But it took quite a while to figure out
what that clue meant. What we finally figured out
was that it was telling us that a comet or an asteroid
the size of Mount Everest had hit the earth
on a particular day, 65 million years ago
and caused the extinction, not only of dinosaurs
and the forams, but of many other different
kinds of plants and animals. For example, like this
coiled-shelled ammonite. This group also became
extinct at that same time. And we gradually came to realize how much energy there
is in a very big rock falling from the sky. There would have been
enough energy to blow debris and rocks and dusts
and chunks of things from the impact site
all over the entire earth. And when it landed
on the top of the atmosphere, there were so much of
it that it would have made the earth cold and
dark for probably months so that plants
would stop growing and animals wouldn't have food
and many groups became extinct. Not all, obviously,
because we're still around. Well, this was a
catastrophic explanation for the extinction and that did not sit
well with most geologists and paleontologist
at the time about 1980 because we were used to
thinking of all changes in the Earth's history
as being slow and gradual and this was the exact opposite. So there was a huge debate. It went on for ten years,
from 1980 to 1990. And meanwhile, people
looked for other evidence and they found other
evidence of impact, like, spherules
and shocked quartz.
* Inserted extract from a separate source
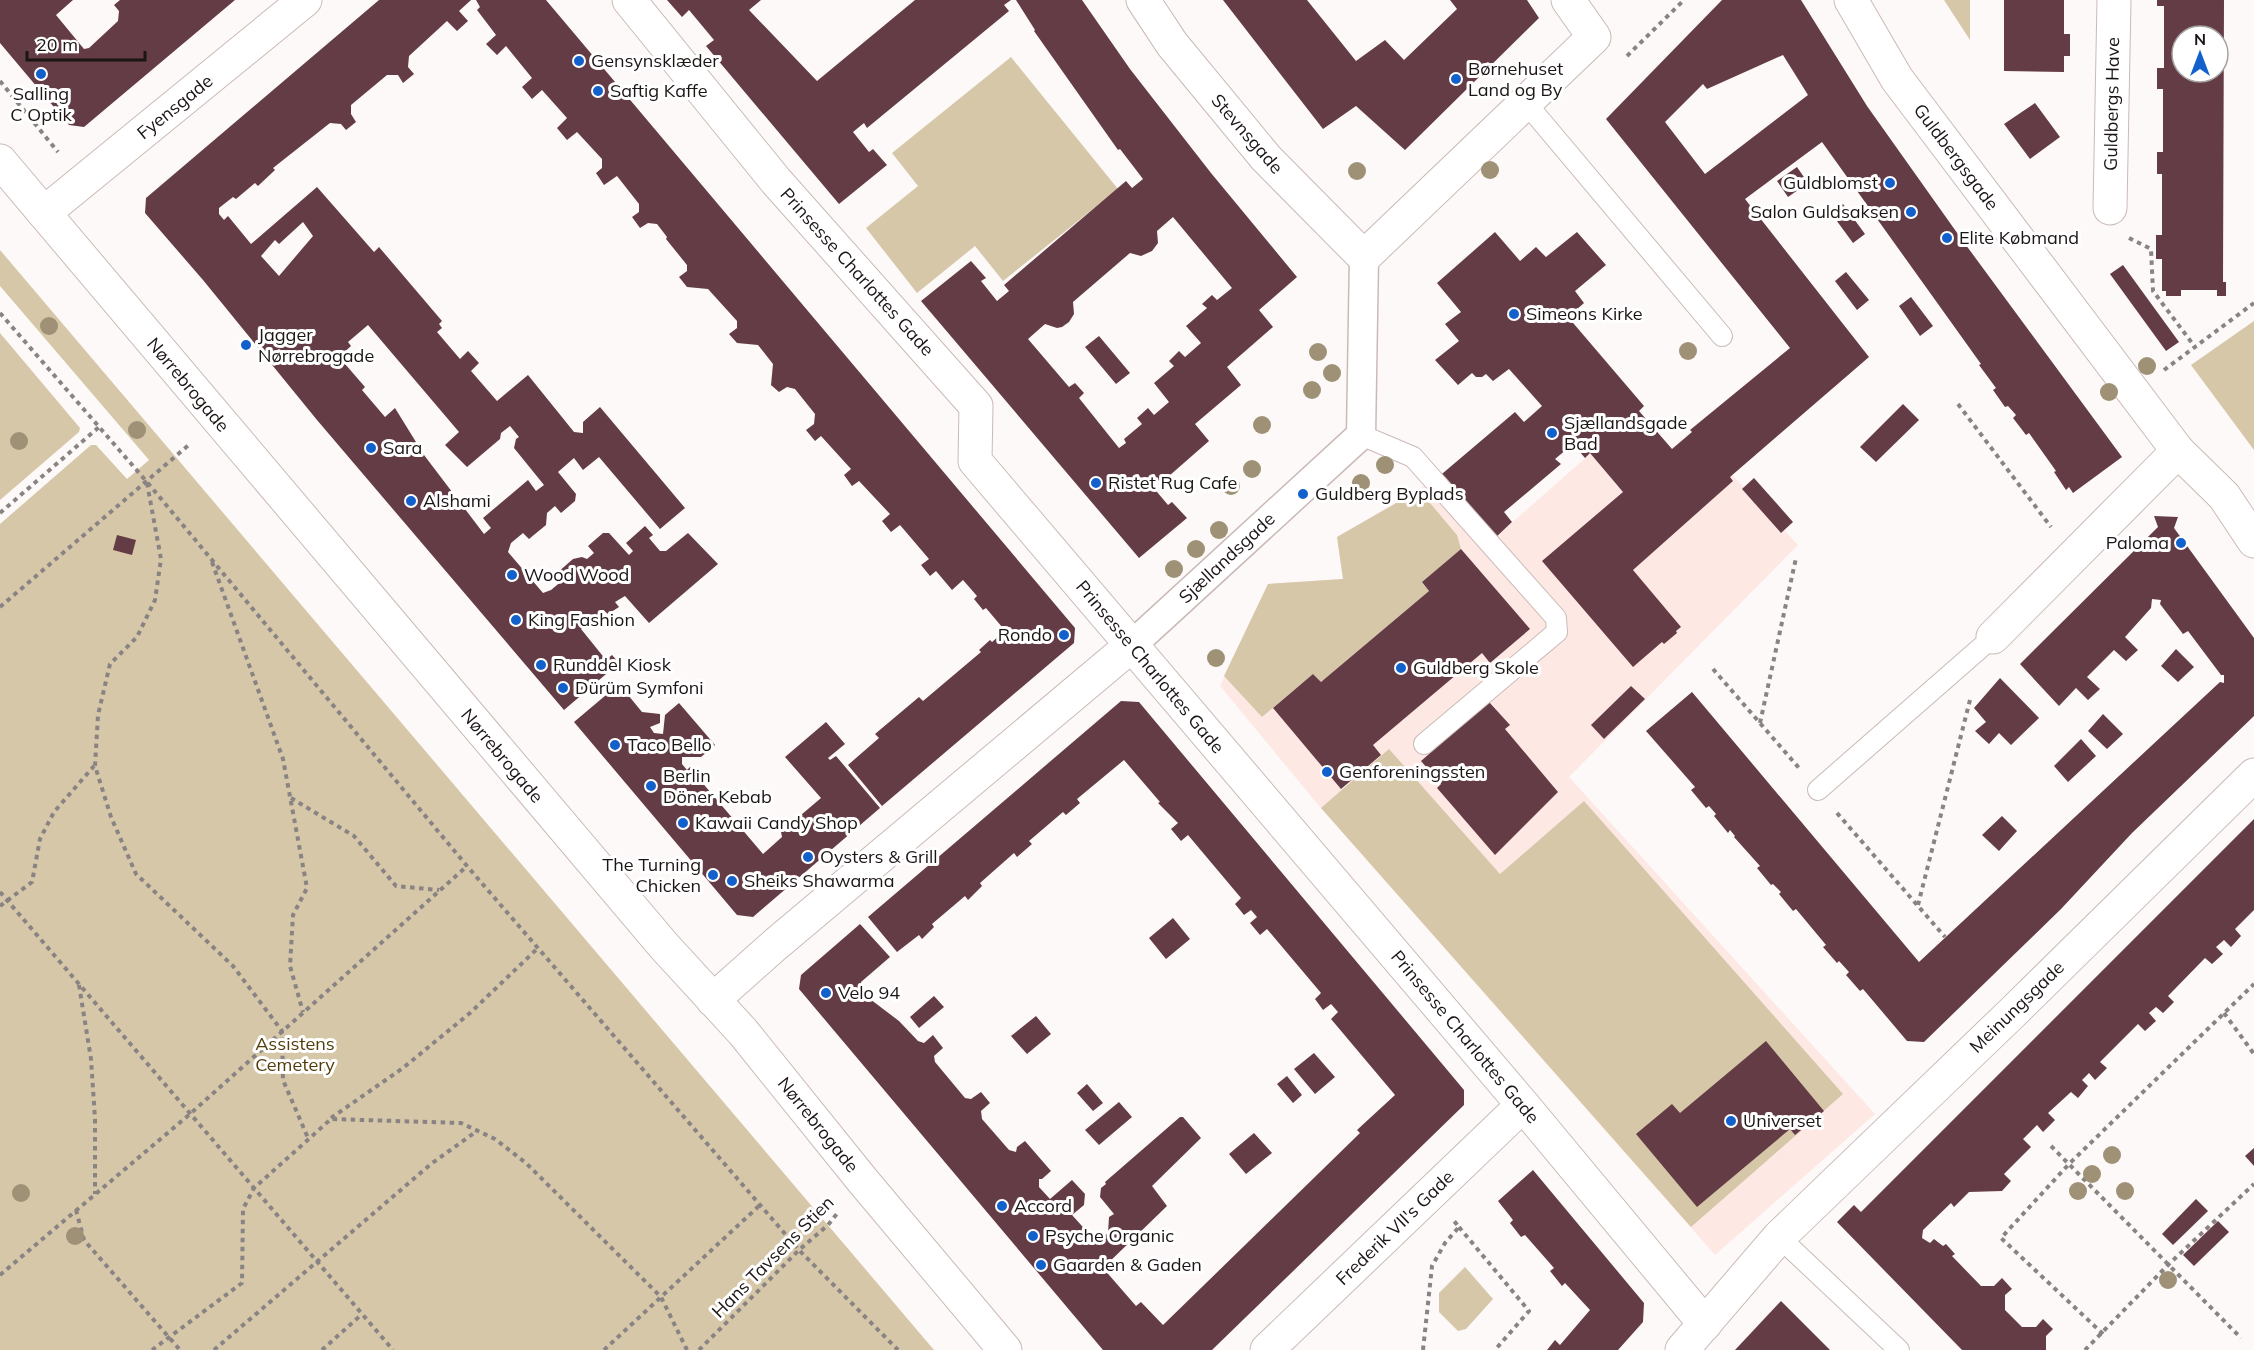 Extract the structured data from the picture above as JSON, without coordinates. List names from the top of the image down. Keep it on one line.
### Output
{"streets":{"street":["Guldbergs Have","Fyensgade","Stevnsgade","Guldbergsgade","Prinsesse Charlottes Gade","Nørrebrogade","Sjællandsgade","Meinungsgade","Frederik VII's Gade"],"path":["Hans Tavsens Stien"]},"crossings":[["Fyensgade","Nørrebrogade"],["Prinsesse Charlottes Gade","Sjællandsgade"],["Prinsesse Charlottes Gade","Meinungsgade"],["Prinsesse Charlottes Gade","Frederik VII's Gade"],["Nørrebrogade","Sjællandsgade"],["Nørrebrogade","Hans Tavsens Stien"]],"parks":["Assistens Cemetery"],"places":["Gensynsklæder","Salling C Optik","Børnehuset Land og By","Saftig Kaffe","Guldblomst","Salon Guldsaksen","Elite Købmand","Simeons Kirke","Jagger Nørrebrogade","Sjællandsgade Bad","Sara","Ristet Rug Cafe","Guldberg Byplads","Alshami","Paloma","Wood Wood","King Fashion","Rondo","Runddel Kiosk","Guldberg Skole","Dürüm Symfoni","Taco Bello","Genforeningssten","Berlin Döner Kebab","Kawaii Candy Shop","Oysters & Grill","The Turning Chicken","Sheiks Shawarma","Velo 94","Universet","Accord","Psyche Organic","Gaarden & Gaden"],"scale_bar":"20 m","north":"top"}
And all that time,
all during that ten years, the big unanswered question was, where was the crater
that would have been produced when this comet or
asteroid fell from the sky? Finally, in 1991, the great
breakthrough took place. We learned about a huge crater below the surface
of the Yucatan Peninsula that the Mexican oil geologists
had discovered. It's the biggest impact crater
that's formed on this planet in the last billion years. And the Mexicans drilled it
and here's what they found. So this is a thin
slice out of a circular core. And this is rock that was melted
by the heat of impact. And you can tell
that it was melted by impact because the mineral
grains in it have features that only form with
very great shock effects And so we then had
evidence for a giant impact. We could tell that it was
approximately the right age but you couldn't be sure
of exactly the right age. So some of us went and
looked at other outcrops in other parts of Mexico
and we found the debris from this impact--
from this crater-- at exactly the level
of the extinction, right at the boundary
between the Cretaceous and the tertiary. And so that was the evidence
that can... has convinced almost all
geologists and paleontologists that it was indeed an impact
that caused the mass extinction. Well, this is a pretty good
example of how science works and how geologists
and paleontologists figure out what
happened in earth history. You start with some unexpected
evidence like the iridium. Then you make up a theory
to try to explain it. And then other people
get interested, and they look for other
evidence like spherules and shocked quartz. And there's a great debate
because that's the way we work these things out in science. And finally, along comes the most
convincing evidence of all-- in this case the crater, which
convinces virtually everyone. And so that's the story of how geologists
and paleontologists solved what may have been
the greatest murder mystery in all of Big History.